Friday, August 29, 2008

Champion. But winner?

Is John McCain the Great White Hope?

By Carol Forsloff

With Randy Stelly at Ringside

Sports is like politics. Lots of action. That's why writers use similar words for both. Baseball and boxing words dominate, especially aggressive ones. At the Democratic Convention television cameras captured Muhammad Ali, the old boxing champ, and we got the point. But there's another story that showed the underbelly of sports that if played out in this year's politics in the match between Senators John McCain and Barack Obama could hurt lots of us. And that's the story of Jack Johnson, the famous black boxer, whose championship fight brought the word hope in a whole other way than Obama's.

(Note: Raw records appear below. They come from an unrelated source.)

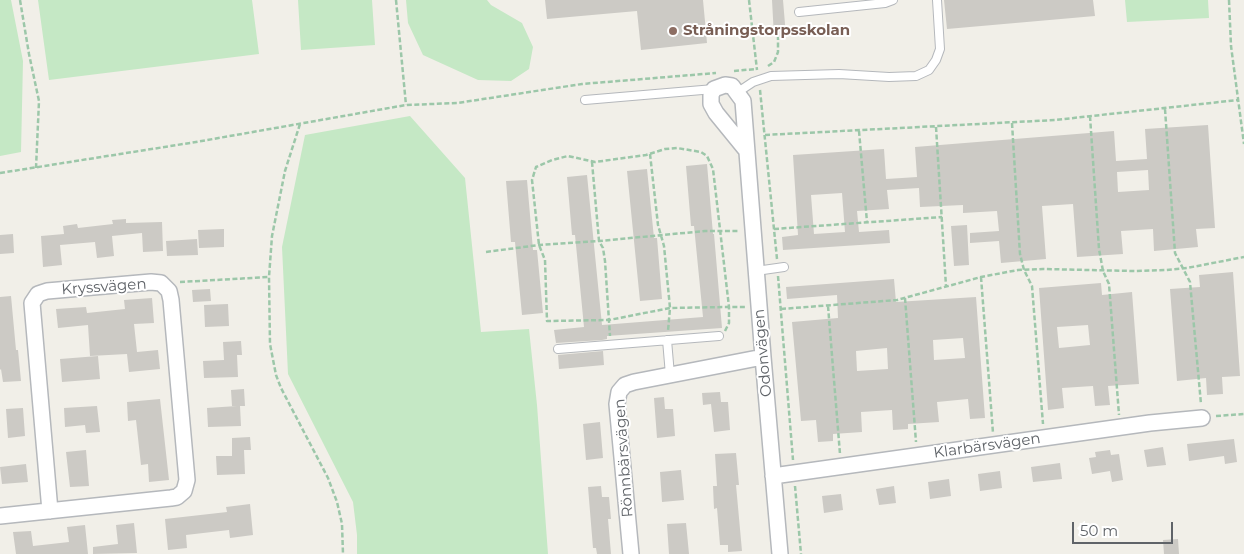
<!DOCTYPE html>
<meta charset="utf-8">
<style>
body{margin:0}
#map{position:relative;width:1244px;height:554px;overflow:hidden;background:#f1efe8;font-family:Montserrat,sans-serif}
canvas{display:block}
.scale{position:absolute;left:1072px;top:522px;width:101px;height:22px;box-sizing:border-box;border:2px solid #5f6368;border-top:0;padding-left:6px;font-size:15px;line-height:18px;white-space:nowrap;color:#5f6368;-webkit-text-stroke:4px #fff;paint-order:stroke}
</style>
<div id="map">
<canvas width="1244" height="554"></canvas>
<div class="scale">50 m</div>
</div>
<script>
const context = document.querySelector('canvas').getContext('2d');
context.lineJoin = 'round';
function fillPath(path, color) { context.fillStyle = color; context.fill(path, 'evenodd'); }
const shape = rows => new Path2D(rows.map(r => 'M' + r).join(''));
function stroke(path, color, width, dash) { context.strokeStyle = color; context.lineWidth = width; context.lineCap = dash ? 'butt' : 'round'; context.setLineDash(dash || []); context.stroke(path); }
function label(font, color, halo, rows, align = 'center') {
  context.font = font + ' Montserrat,sans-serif'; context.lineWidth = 4; context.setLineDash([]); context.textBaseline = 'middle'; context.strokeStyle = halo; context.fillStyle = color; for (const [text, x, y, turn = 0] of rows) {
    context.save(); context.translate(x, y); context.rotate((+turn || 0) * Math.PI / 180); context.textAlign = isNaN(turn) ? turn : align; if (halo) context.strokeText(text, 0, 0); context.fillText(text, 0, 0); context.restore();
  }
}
fillPath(shape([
 [0,0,11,0,23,61,21,152,0,156],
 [38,0,252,0,259,54,49,80],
 [298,0,372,0,375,45,301,50],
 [406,0,487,0,491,5,522,23,533,47,529,69,511,81,478,80,423,55,408,23],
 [1125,0,1208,0,1209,18,1127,22],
 [410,116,465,178,481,332,529,329,537,405,548,554,357,554,357,535,353,502,288,374,282,247,305,135]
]), '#c5e8c5');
fillPath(shape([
 [545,0,703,0,707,43,641,50,637,11,547,19],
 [772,0,783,0,786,36,774,37],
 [944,0,1093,0,1095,16,947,29],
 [1208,125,1215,228,1196,229,1198,247,1154,251,1153,229,1121,231,1123,254,1077,257,1073,204,1042,206,1046,259,1001,263,999,241,970,243,970,233,999,231,997,211,963,213,963,205,920,207,919,188,887,190,889,209,857,211,859,232,889,230,890,243,783,250,782,237,798,235,793,155,884,149,886,179,902,178,917,177,915,147,1114,131,1116,161,1147,159,1145,129],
 [1148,170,1149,190,1118,192,1117,172],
 [842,193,845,232,814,234,811,195],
 [707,164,713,234,714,234,722,328,607,336,607,339,602,340,556,343,554,330,584,327,575,235,572,235,567,177,587,175,602,325,703,317,694,226,691,226,686,166],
 [647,169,654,238,657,238,662,299,640,301,627,171],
 [527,180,533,250,537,250,543,313,522,315,515,242,511,242,506,181],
 [126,219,126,223,162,222,163,251,143,252,142,233,112,236,114,256,97,258,95,242,60,245,62,265,43,267,41,236,64,234,63,226,77,224,78,228,113,224,112,220],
 [967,225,969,265,954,266,951,226],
 [224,229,224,247,199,248,198,230],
 [13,234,14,253,0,254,0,235],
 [197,239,198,255,167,256,166,241],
 [1233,272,1240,376,1222,377,1223,394,1207,395,1206,378,1177,381,1170,289,1200,287,1199,275],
 [894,279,896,302,976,297,985,418,970,419,968,399,937,402,939,422,908,424,908,429,893,430,892,410,861,412,862,432,833,434,833,441,818,442,816,420,801,421,792,322,838,318,837,295,787,299,786,287],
 [963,338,965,358,934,360,933,340],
 [887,348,888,369,857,371,856,351],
 [1101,283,1102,295,1132,292,1139,384,1108,386,1110,405,1095,406,1093,386,1062,388,1064,408,1048,410,1039,288],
 [1088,325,1090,345,1059,348,1057,327],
 [210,289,211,301,193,302,192,290],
 [11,296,16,350,18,350,21,381,3,382,1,369,0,370,0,297],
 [152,298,154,323,134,324,137,352,158,350,160,369,129,372,127,354,90,356,88,325,58,328,56,309,86,307,87,313,125,309,124,300],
 [228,304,229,326,205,327,204,305],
 [241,341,242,355,237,355,238,377,204,378,203,361,224,360,223,342],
 [603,351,604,365,559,369,558,355],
 [98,356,100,379,62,382,60,359],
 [244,389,245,406,240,406,241,426,208,427,207,408,237,406,232,406,231,390],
 [720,392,721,402,728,402,730,430,714,432,711,404,703,405,702,393],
 [664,397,665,409,673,409,675,436,657,438,654,398],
 [160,399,169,480,149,482,148,464,141,465,136,420,128,421,127,402],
 [97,406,100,432,86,433,85,425,65,427,64,408],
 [23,408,25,436,8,438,6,409],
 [600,422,603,458,586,460,583,424],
 [250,437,251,450,244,450,245,474,217,475,216,456,232,456,232,438],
 [1234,439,1237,462,1225,464,1224,456,1189,461,1187,444],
 [1163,447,1166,465,1147,467,1144,450],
 [86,450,89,486,70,487,66,452],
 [1110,450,1111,455,1119,454,1123,480,1112,482,1110,471,1092,474,1089,458,1096,457,1095,452],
 [736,453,739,485,736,485,742,551,728,552,728,545,720,545,717,508,714,509,713,486,717,486,715,454],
 [1060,463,1062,479,1033,482,1031,467],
 [26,464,28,482,2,484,0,467],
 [681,470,684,500,662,502,660,472],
 [1000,471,1002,488,980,491,978,474],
 [949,479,951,496,930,499,928,482],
 [601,486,602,497,609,497,611,519,608,519,611,554,597,554,596,548,593,548,588,487],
 [894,486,896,503,879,505,876,489],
 [841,494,843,510,824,513,822,496],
 [250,504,253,535,230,538,229,530,186,535,187,548,168,550,165,519,227,512,226,507],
 [134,523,137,553,93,554,93,547,118,544,116,525],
 [686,523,689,554,669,554,667,524],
 [85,525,88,554,16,554,13,532,31,531,33,546,69,542,67,527],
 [1178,539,1179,554,1164,554,1163,540]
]), '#cccac5');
const service = shape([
 [799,12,885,3,893,0],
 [738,92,753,82,771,76,839,74,889,77,916,76,929,70,936,60,940,49,937,0],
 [585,100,714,89],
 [756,271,784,267],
 [667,340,670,375],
 [558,349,719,336]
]);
const minor = shape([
 [747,151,716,113,711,104,711,95,714,89,725,85,732,86,743,101,763,357,780,554],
 [773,476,1150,423,1202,418],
 [0,516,171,498,177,497,184,491,187,480,171,300,169,291,161,283,151,282,47,291,38,294,32,303,50,511],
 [631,554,617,404,619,392,625,385,634,382,763,357]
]);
stroke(service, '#b5b8bc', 10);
stroke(minor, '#b5b8bc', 18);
stroke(shape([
 [20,0,29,54,39,101,36,168],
 [396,0,406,105],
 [749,0,757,70],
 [1229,0,1231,46,1244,144],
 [768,66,774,62,778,52,778,37],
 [734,71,756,69],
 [760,90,777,259],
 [1165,109,1175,253,1190,282,1201,404],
 [1090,116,1099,249,1103,271,1109,284,1119,415],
 [1012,123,1020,254,1024,270,1032,286,1043,424],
 [300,124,285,171,272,236,269,277,270,344,276,375,281,388,328,478,337,502,342,524,343,554],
 [936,127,946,286],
 [859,131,867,222],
 [765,135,1055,120,1238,100],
 [650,154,658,225,664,246,670,308,668,331],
 [592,162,599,241,603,248,605,261,610,336],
 [0,173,196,142,406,105,457,103,582,84,716,73],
 [774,229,942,217],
 [486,252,539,245,599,241,705,231,739,231],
 [778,276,793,460],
 [981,277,993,433],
 [180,282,269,277],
 [905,298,916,442],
 [828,306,840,454],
 [781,309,897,300,981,277,1018,270,1043,269,1135,271,1166,270,1187,268,1244,257],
 [725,331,729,323,729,307,713,169,707,156,701,152,677,148,665,149,646,155,595,162,568,156,552,160,536,167,532,180,539,245,545,260,547,321,609,320,670,308,729,307,745,307],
 [1216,416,1244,414],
 [795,486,801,554]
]), '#9cc7a9', 2.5, [5, 2.5]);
stroke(service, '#fff', 8);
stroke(minor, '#fff', 15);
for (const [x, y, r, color] of [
 [673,31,5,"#8d6e63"]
]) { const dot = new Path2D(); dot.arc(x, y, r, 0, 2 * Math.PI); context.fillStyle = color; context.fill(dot); stroke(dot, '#fff', 2); }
label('bold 15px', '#785e54', '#fff', [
 ["Stråningstorpsskolan",683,31]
], 'left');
label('15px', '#5f6368', '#fff', [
 ["Kryssvägen",104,287,-4],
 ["Odonvägen",763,353,-95],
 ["Klarbärsvägen",987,446,-8],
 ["Rönnbärsvägen",624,458,-94]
]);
</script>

Now Jack was no smooth talker; he was blunt, bold and took chances. He was labeled boxing's best. He defied social convention in behavior and attitude. had white ladies on his arm and was described as an arrogant fellow who didn't know his place. Personal symbols of sex, violence and an in-your-face attitude surrounded him as he pushed his way to the pinnacle of boxing, becoming the heavyweight champion of the Negro division of it in the early 1900's. Jim Jeffries, his white counterpart in a segregated sport, didn't want to fight a black man, but later said yes to voices who cried for Jeffries to be "the great white hope." Johnson beat Jeffries; white folks got angry, and things got bad. Johnson left Texas because of violence and threats. The "great white hope" didn't get him but the controversy did.


 

Barack Obama is bold. He accepted the Democratic Party's Presidential nomination in direct and forceful tones. But unlike Johnson, his image is different. He's a whole different guy than Johnson in a whole different time, but that's not the point. He's in a match against a strong, white opponent who's backed by some whose methods are awful. We can only sit back and watch to see if "the great white hope" notions are played out again.